Steffen Hantke – Sogang University
Are Robots the New Zombies?:
Monstrosity for the Twenty-first Century
To the extent that robots can trace their generic origins back to Mary Shelley’s Frankenstein (1818), they have always contained within them traces of a generic hybridity, which was to differentiate subsequently into the separate genre traditions of, respectively, science fiction and horror. Even though robots have traditionally been part of the genre inventory of science fiction, a recent cycle of robot narratives in popular culture appears to redress this generic hybridity in favor of the horror genre. Given the increasingly porous boundaries between genres in recent popular culture, these narratives either mobilize the inventory of science fiction or position themselves in the generically ambiguous terrain of techno-horror or the techno-thriller. Films like The Machine (2013), Automata (2014), Ex Machina (2015), and the upcoming Blade Runner 2049 (2017), as well as television series like Real Humans (2012-16) and Westworld (2016- ) are bringing robots back to the forefront of popular culture.
Since this is occurring just as the cultural cycle of the past decade in which zombies were dominating the narrative appears to have run its course, it is worthwhile comparing the way both figures imagine, model, and embody monstrosity. Beyond the obvious fact that robots can be figures of anxiety and horror, two aspects of this comparative reading highlight changes within the ongoing cultural discourse on monstrosity. The first concerns the problem of embodied monstrosity, which, unlike the zombie, places the robot in a complex and problematic relationship with Kristevan abjection. The second concerns the range of narrative options, a range which, unlike standard narratives about zombie monstrosity, has narrowed down around the robot’s violent Oedipal confrontation with its creator. Examining these two discursive discontinuities promises to reveal whether robots take over where zombies left off, or whether a new monster for the twenty-first century is announcing its triumphant return.
Steffen Hantke is Professor of English at Sogang University, Seoul. He has edited Horror, a special topic issue of Paradoxa (2002), Horror: Creating and Marketing Fear (2004), Caligari’s Heirs: The German Cinema of Fear after 1945 (2007), American Horror Film: The Genre at the Turn of the Millennium (2010), and, with Agnieszka Soltysik-Monnet, War Gothic in Literature and Culture (2016). He is also author of Conspiracy and Paranoia in Contemporary American Literature (1994) and Monsters in the Machine: Science Fiction Film and the Militarization of America after World War II (2016).

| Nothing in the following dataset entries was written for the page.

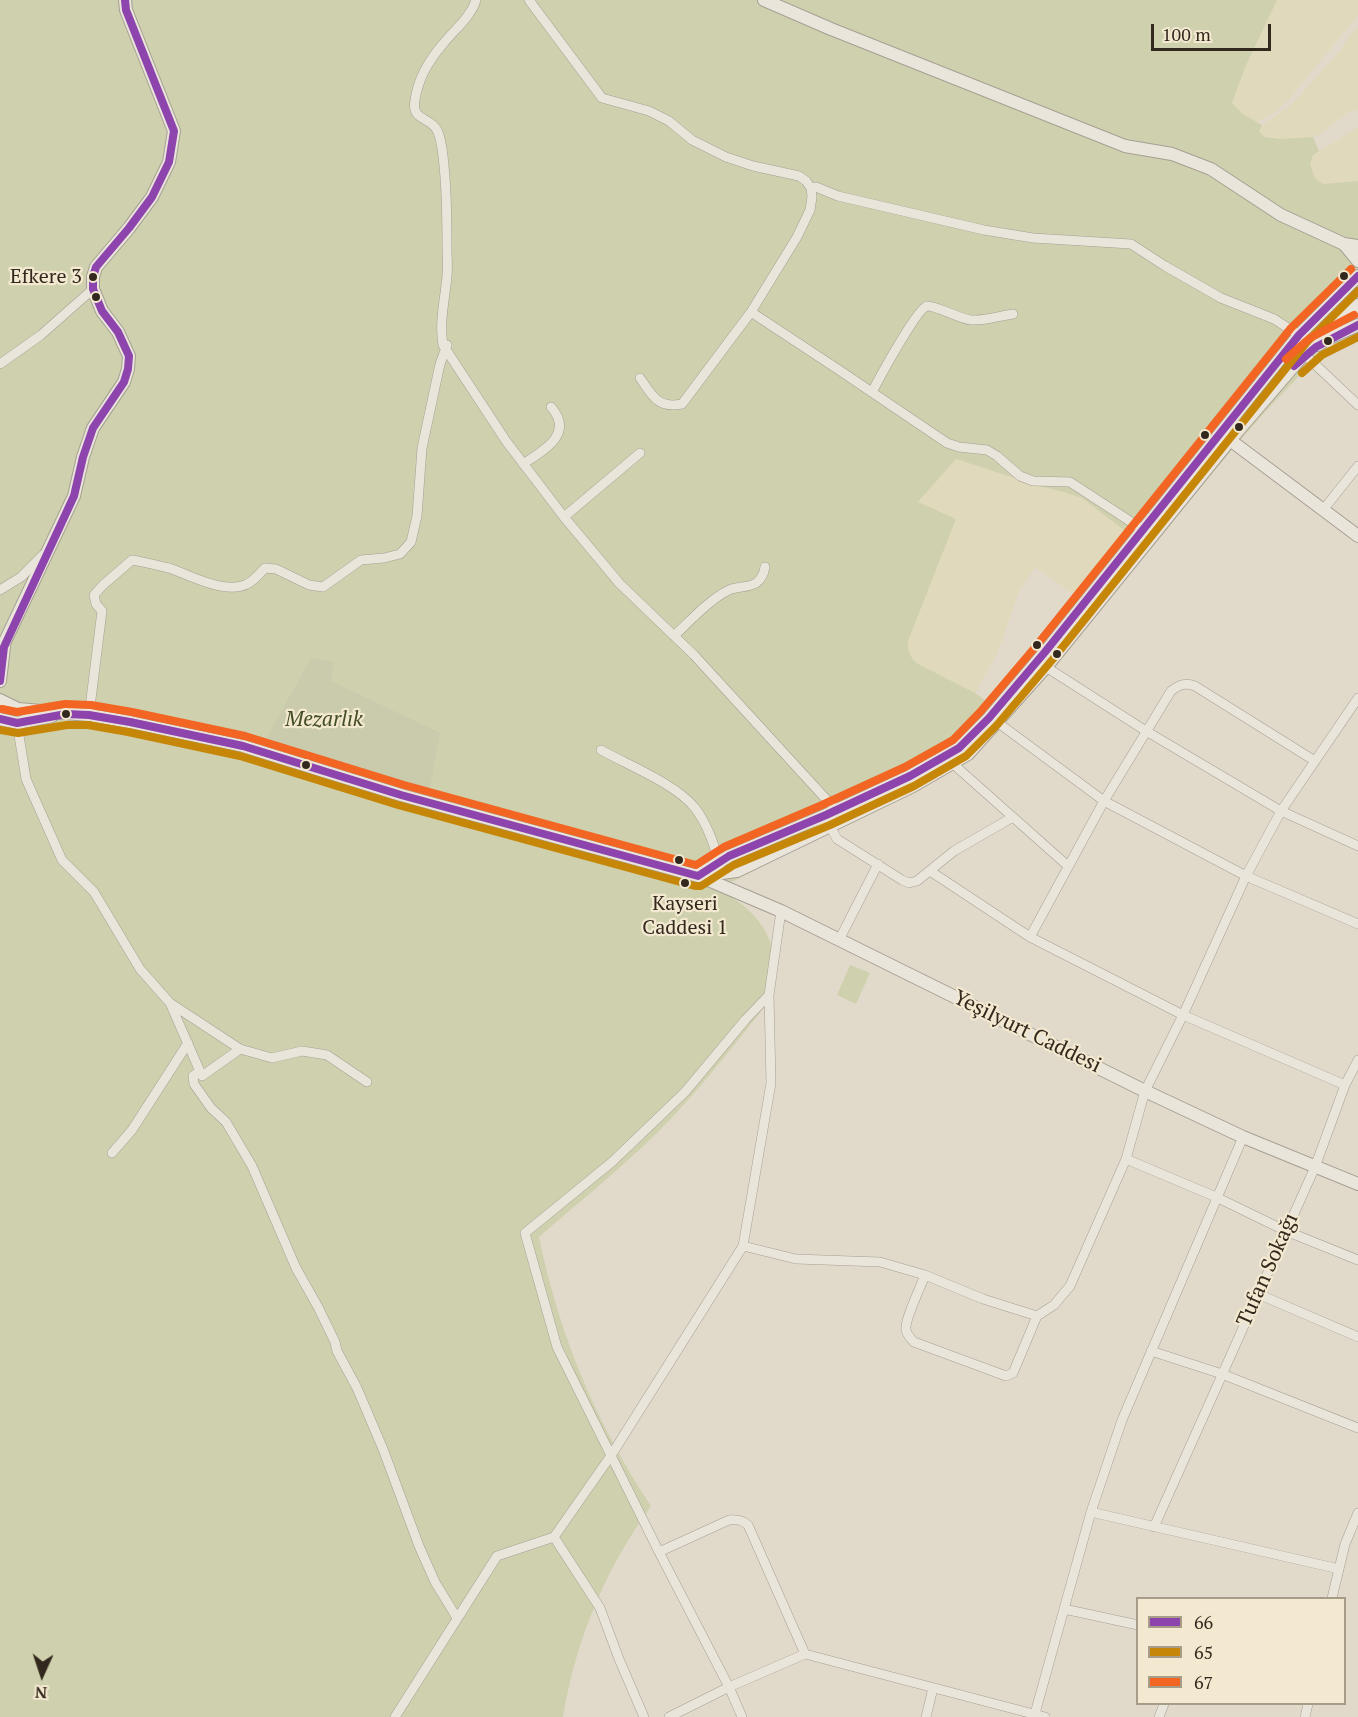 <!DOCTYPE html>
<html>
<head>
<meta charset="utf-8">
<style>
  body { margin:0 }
  #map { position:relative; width:1358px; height:1717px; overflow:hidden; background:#e1daca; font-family:"PT Serif",serif }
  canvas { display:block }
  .legend { position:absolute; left:1136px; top:1597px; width:210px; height:108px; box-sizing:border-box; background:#f2e9d0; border:2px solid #a69c88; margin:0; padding:8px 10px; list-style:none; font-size:18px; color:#33281d }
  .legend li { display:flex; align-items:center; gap:12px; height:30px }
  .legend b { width:30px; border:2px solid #a69c88 }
  .north { position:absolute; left:12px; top:1645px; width:60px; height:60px; -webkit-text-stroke:4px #f2e9d0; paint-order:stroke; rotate:183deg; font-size:16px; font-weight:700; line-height:24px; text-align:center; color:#33281d }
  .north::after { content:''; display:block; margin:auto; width:21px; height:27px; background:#33281d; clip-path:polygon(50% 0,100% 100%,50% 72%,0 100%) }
  .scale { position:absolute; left:1151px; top:24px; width:120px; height:27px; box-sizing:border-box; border:3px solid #33281d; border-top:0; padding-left:8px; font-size:18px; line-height:21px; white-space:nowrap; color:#33281d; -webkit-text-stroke:4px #f2e9d0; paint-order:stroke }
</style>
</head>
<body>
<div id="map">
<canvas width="1358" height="1717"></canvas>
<ul class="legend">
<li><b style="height:8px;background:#8e44ad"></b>66</li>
<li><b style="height:8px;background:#c68607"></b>65</li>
<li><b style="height:8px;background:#f26522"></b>67</li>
</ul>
<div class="north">N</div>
<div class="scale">100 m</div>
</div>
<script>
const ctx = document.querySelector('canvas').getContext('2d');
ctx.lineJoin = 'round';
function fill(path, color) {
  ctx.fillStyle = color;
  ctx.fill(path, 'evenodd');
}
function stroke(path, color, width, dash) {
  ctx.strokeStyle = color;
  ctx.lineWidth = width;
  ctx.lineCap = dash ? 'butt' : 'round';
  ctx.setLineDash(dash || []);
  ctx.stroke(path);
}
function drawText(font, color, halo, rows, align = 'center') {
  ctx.font = font + ' "PT Serif",serif';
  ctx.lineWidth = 4.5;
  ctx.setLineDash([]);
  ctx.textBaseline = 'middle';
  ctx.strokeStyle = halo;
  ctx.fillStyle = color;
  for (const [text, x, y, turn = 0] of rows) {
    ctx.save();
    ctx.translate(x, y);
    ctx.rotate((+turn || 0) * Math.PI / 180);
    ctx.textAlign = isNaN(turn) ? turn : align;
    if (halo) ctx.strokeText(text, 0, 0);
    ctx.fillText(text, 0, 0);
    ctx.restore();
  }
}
fill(new Path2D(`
  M 1277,0 L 1358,0 L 1358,15 L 1289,99 L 1274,113 L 1257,122 L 1243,114 L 1232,103 L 1246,65 Z
  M 1358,27 L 1358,110 L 1349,112 L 1320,134 L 1313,137 L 1281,139 L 1262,136 L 1259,131 L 1260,127 L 1292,104 L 1341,50 L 1348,38 Z
  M 1358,127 L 1358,181 L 1324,184 L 1317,181 L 1309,164 L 1314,155 Z
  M 956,459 L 1036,485 L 1075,495 L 1089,502 L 1126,531 L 1076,596 L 1035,567 L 1019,591 L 997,654 L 975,693 L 918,664 L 910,656 L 908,649 L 908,641 L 956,519 L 918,503 Z`), '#e0d9bb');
fill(new Path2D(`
  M 0,0 L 1277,0 L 1246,65 L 1232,103 L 1243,114 L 1262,125 L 1259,131 L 1264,137 L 1281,139 L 1313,137 L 1319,151 L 1313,155 L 1310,164 C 1313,173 1314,181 1324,184 L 1358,181 L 1358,334 C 1323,349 1305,370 1280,396 C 1234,445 1192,498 1150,550 L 1082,498 L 1067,493 L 1036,485 L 956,459 L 918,502 L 956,519 L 908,641 C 907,650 910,658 918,664 L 975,693 L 1008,717 L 888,802 L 718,889 C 743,902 774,927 772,959 C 772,967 769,975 768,982 C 766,994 765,1004 759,1014 C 726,1055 694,1096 657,1133 C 619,1170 578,1203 539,1237 C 559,1335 596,1423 651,1506 C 605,1570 576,1639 563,1717 L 0,1717 Z
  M 850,965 L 870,973 L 856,1004 L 837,995 Z`), '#cfd0ad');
fill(new Path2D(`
  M 311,658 L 334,662 L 331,681 L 440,733 L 429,792 L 351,770 L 264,743 Z`), '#cacaad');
const minor = new Path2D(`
  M 476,0 C 471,17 454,30 443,44 C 429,60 418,79 415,100 C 411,121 429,116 437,130 C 442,140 443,155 444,166 C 447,194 447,221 447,249 C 447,258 448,267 447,276 C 445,299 439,322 443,345 L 506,441 L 564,517 L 620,584 L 694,655 L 836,810
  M 529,0 L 602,98 L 649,111 L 669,121 L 692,140 L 726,157 L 753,166 L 799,176 L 806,181 L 811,188 L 812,197 L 810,210 L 797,237 L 751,312 L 682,404 C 657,409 652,395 640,378
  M 811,188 L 816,187 L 838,196 L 984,230 L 1033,238 L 1131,244 L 1165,266 L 1221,298 L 1274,319 L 1299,335
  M 751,312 L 842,372 L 947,443 L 959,447 L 987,450 L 997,456 L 1020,476 L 1033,481 L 1070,482 L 1142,529
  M 1304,354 L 1358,405
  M 0,364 L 41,335 L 93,289
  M 872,392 C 879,379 917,308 927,306 C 935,305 960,319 971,320 C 985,321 999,316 1013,314
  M 523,464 C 543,451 575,434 551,407
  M 1323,510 L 1358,466
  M 564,517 L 640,453
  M 0,590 L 21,577 L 43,555
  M 674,636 C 690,621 710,599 729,590 C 738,586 748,588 756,583 C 762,579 764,573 765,567
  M 1046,667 L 1146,731 L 1281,811 L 1358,846
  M 89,715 L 102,611 L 96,604 L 94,595 L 103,585 L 132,560 C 144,562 156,565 169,568 C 190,575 225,595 247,584 C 254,581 259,574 265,568 L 276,569 L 309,585 L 323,587 L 361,560 L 384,558 L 400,554 L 411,542 L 417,516 L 422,448 L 440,364 L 447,345
  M 997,722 L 1104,801 L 1246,876 L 1358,924
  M 17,723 L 26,779 L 62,860 L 94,892 L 140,969 L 170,1003 L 240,1049 L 272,1058 L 302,1051 L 327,1055 L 367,1082
  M 601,750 C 628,765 676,784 695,808 C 707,824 714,843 719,863
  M 952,763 L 1068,866
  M 830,826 L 837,839 L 902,880 L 909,883 L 917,881 L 954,851 L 1013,817
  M 930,871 L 1030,937 L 1183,1015 L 1345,1085
  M 1030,937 L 1104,801 L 1171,691 C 1179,685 1185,682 1195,686 L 1315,761
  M 839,940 L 878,864
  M 170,1003 L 202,1076 L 240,1049
  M 200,1071 L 193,1076 L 194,1084 L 211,1108 L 226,1122 L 252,1166 L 296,1268 L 318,1307 L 335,1342 L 337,1351 L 357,1388 L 383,1449 L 419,1546 L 435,1582 L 457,1618
  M 112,1153 L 132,1130 L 188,1043
  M 1126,1159 L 1216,1197 L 1286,1231 L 1358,1260
  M 743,1246 L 796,1259 L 880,1262 L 925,1275 L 983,1299 L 1037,1316
  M 925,1275 C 921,1286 904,1321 906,1330 C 907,1335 910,1338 914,1342 L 1006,1376 L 1013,1373 L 1037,1316 L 1054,1305 L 1070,1286 L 1126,1159 L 1145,1091 L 1183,1015 L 1246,876 L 1281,811 L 1358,698
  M 1258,1294 L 1358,1337
  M 1151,1351 L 1222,1374 L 1358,1428
  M 1091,1512 L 1339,1569
  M 1154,1527 L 1315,1167 L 1345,1085 L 1358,1060
  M 554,1537 L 600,1608 L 619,1659 L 644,1717
  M 659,1552 L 729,1520 C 737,1519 742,1520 748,1525 L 805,1654
  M 1332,1598 L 1345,1544 L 1358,1513
  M 1064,1609 L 1138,1625
  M 395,1717 L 497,1556 L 554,1537 L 612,1454 L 743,1246 L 771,1083 L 769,995
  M 669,1717 L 729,1687 L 805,1654 L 1045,1717
  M 742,1717 L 729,1687 L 659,1552 L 557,1347 L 525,1233 L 612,1162 L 685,1092 L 746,1019 L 769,995 L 781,911
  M 926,1717 L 933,1688
  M 1034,1717 L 1091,1512 L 1122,1420 L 1243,1137
  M 1159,1717 L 1164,1704
  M 1305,1717 L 1308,1704`);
const tertiary = new Path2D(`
  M 764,0 L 831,29 L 1125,146 L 1172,154 L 1211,169 L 1281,215 L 1344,244 L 1358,246
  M 1344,244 L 1358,261
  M 1318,345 L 1327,339 L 1358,325
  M 1230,440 L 1358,536
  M 0,652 L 74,496 L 83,457 L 93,428 L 124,382 L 128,369 L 129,356 L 118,332 L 102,311 L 93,289 L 93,277 L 96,267 L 129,228 L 152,197 L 169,162 L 174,131 L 126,10 L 125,0
  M 0,681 L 4,647
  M 0,700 L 18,709 L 89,715 L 130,722 L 243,746 L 401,795 L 698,876 L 737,871 L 913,786 L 968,754 L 1046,667 L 1230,440 L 1304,354 L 1328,328 L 1358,305
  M 0,719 L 17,723 L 52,716
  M 701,873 L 729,856 L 826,815 L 910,776 L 959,748 L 989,718 L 1045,652 L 1299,335 L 1358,276
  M 699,876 L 781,911 L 1145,1091 L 1243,1137 L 1358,1184`);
stroke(minor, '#a69f94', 10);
stroke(tertiary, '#a69f94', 14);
stroke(minor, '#eae5db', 9);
stroke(tertiary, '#eae5db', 12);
stroke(new Path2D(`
  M 1294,366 L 1316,347 L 1358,325
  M 0,681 L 4,647 L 74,496 L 83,457 L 93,428 L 124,382 L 128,369 L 129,356 L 118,332 L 102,311 L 93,289 L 93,277 L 96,267 L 129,228 L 152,197 L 169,162 L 174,131 L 126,10 L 125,0
  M 0,719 L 17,723 L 66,714 L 89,715 L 130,722 L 243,746 L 401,795 L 698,876 L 729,856 L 826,815 L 910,776 L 959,748 L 989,718 L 1045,652 L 1299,335 L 1358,276`), '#8e44ad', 8);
stroke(new Path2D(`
  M 1302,373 L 1322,355 L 1358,337
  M 0,730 L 18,733 L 67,725 L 88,725 L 128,732 L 240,756 L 398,805 L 695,886 L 701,886 L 734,865 L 830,825 L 914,786 L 966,756 L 997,725 L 1053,659 L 1307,342 L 1358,291`), '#c68607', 8);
stroke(new Path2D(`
  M 1286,359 L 1310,338 L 1354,315
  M 2,709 L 17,712 L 65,704 L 91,705 L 132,712 L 245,736 L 404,785 L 696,865 L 724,847 L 822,805 L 905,767 L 953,740 L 981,711 L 1037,645 L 1291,328 L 1351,269`), '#f26522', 8);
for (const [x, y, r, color] of [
  [1344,276,5,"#33281d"],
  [93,277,5,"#33281d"],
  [96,297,5,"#33281d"],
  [1328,341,5,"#33281d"],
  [1239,427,5,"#33281d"],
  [1205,435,5,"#33281d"],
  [1037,645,5,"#33281d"],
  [1057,654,5,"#33281d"],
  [66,714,5,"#33281d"],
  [306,765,5,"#33281d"],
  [679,860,5,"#33281d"],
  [685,883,5,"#33281d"]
]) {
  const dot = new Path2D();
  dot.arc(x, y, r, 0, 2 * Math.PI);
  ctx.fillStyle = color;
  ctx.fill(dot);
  stroke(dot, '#f2e9d0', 2);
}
drawText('20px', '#33281d', '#f2e9d0', [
  ["Efkere 3",82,277],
  ["Kayseri",685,904,"center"],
  ["Caddesi 1",685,928,"center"]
], 'right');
drawText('italic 21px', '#434e25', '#f2e9d0', [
  ["Mezarlık",324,720]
]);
drawText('21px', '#33281d', '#f2e9d0', [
  ["Yeşilyurt Caddesi",1027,1032,26],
  ["Tufan Sokağı",1268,1270,-66]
]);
</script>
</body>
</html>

Speaking at 17:15 on 21 April 2017
Peter Hutchings – Northumbria University
New Monsters for Old in Twenty-first Century Horror Cinema
The Australian production The Babadook (2014) and the US films It Follows (2014) and The Witch (2016) have been widely acclaimed as innovative interventions into the horror genre that mix generic conventions with approaches from art and indie cinema. As different from each other as these films might be, this paper considers them as texts that together offer a particular twenty-first century treatment of monsters. In particular, it focuses on the way in which, for all the centrality of the monster to their respective narratives, these films often present the monstrous in an elliptical and ambiguous fashion.
The paper identifies new ideological and ethical issues arising from the designation of people, entities or things as monstrous and explores the ways in which these issues have manifested in and helped to form The Babadook, It Follows and The Witch. It demonstrates that while these films are intensely aware of the history and productivity of the monster, they are at the same time uncomfortable with the idea of the monstrous and seek to reframe it in a manner that is not always coherent or consistent with their identities as horror films.
Peter Hutchings is Professor of Film Studies at Northumbria University. He has published widely on the horror genre, British cinema and television, science fiction and the thriller. His books include Hammer and Beyond: the British Horror Film (1993), Terence Fisher (2001), The British Film Guide to Dracula (2003), The Horror Film (2004) and The Historical Dictionary of Horror Cinema (2008, republished in paperback as The A-Z of Horror Cinema). He is currently completing a second edition of The Historical Dictionary of Horror Cinema and writing a book on 1970s American horror cinema.